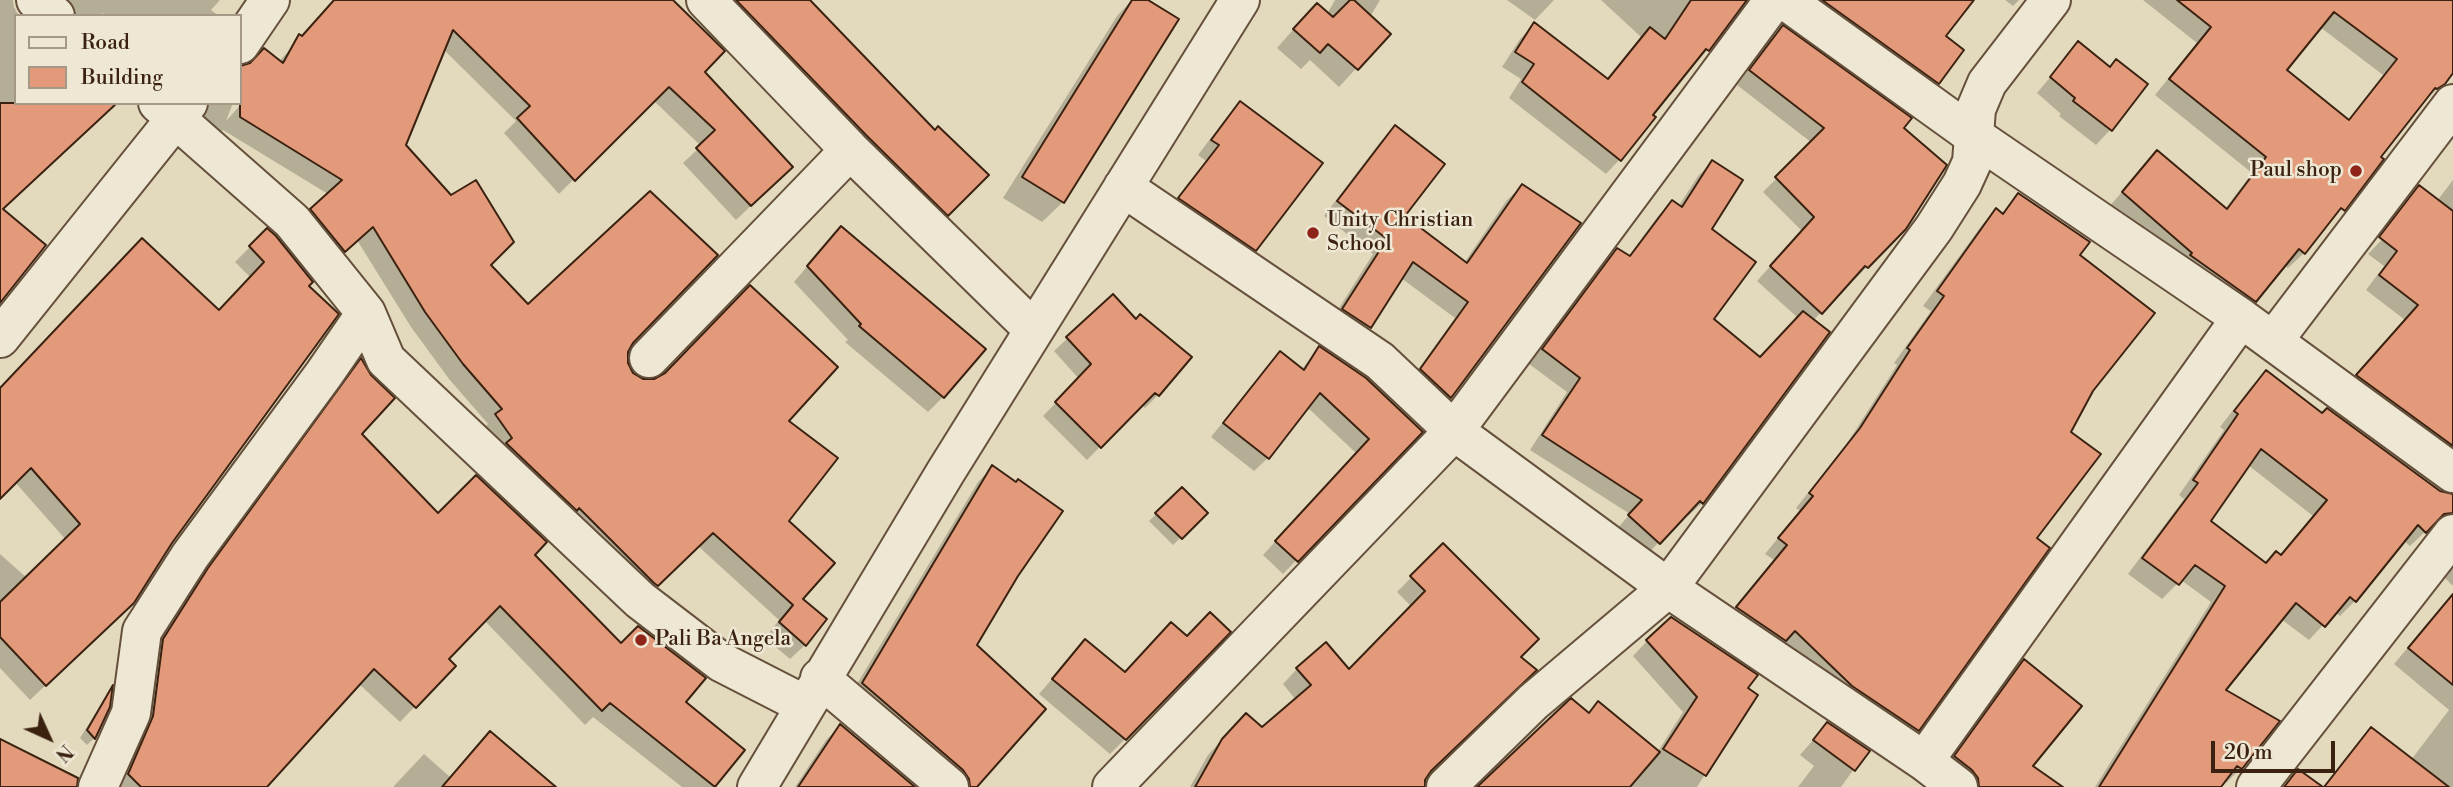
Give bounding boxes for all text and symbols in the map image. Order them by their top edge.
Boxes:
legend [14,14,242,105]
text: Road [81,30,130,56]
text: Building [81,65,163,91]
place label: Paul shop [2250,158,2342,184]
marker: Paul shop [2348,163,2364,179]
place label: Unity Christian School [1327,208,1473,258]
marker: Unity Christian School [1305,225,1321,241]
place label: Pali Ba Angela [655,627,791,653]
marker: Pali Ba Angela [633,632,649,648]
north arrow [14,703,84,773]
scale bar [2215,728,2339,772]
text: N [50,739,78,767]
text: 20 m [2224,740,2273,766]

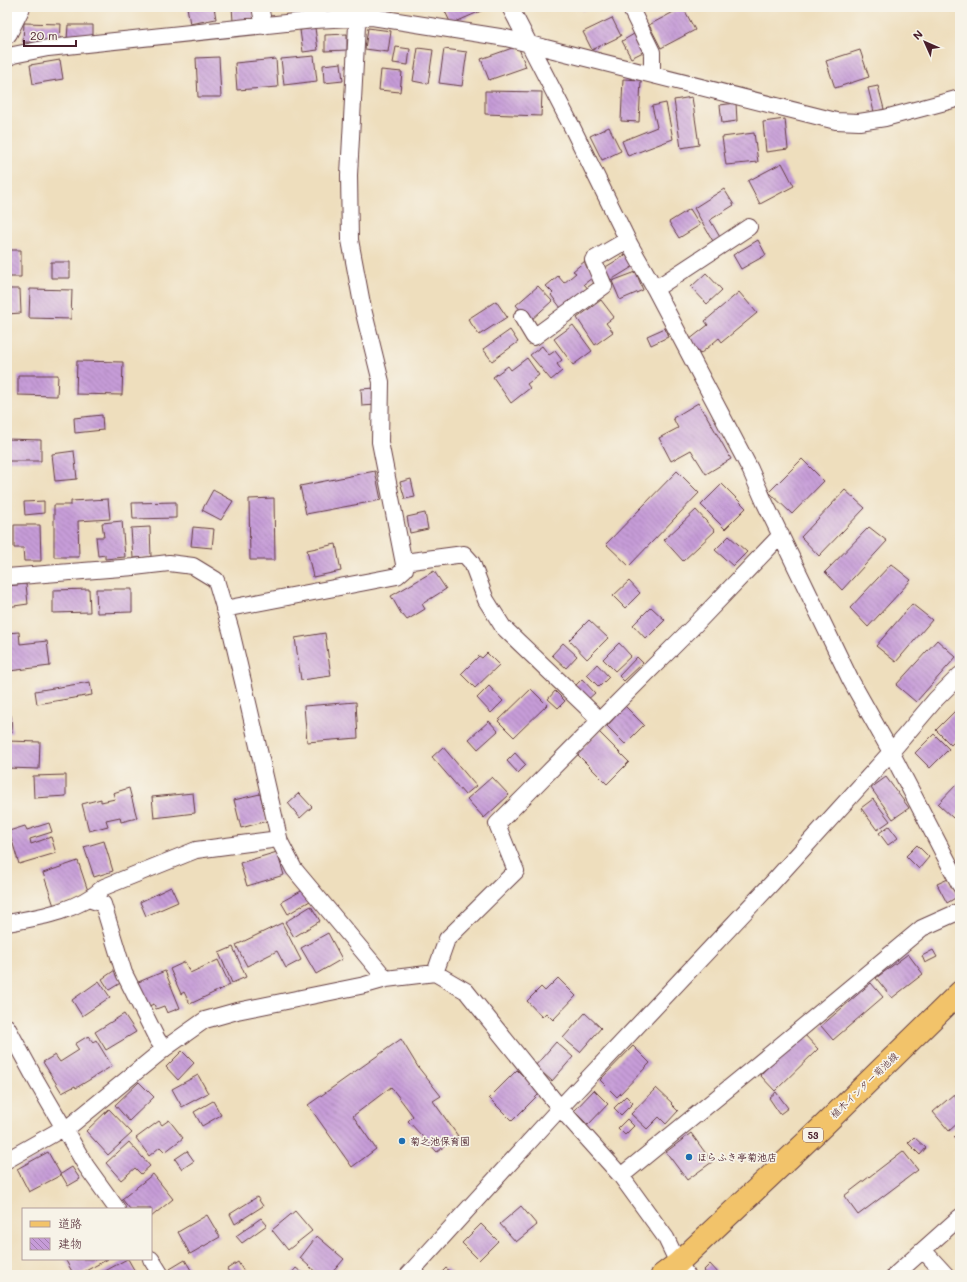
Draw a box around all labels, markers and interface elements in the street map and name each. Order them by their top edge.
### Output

● ● ● ● ● ● ●

* _EXERCISE DESCRIPTION_
Lines of the listing above that contain the word "their" must all be copied.

* _ANSWER TO THIS PROBLEM_
Give bounding boxes for all text and symbols in the map image. Order them by their top edge.
Draw a box around all labels, markers and interface elements in the street map and name each. Order them by their top edge.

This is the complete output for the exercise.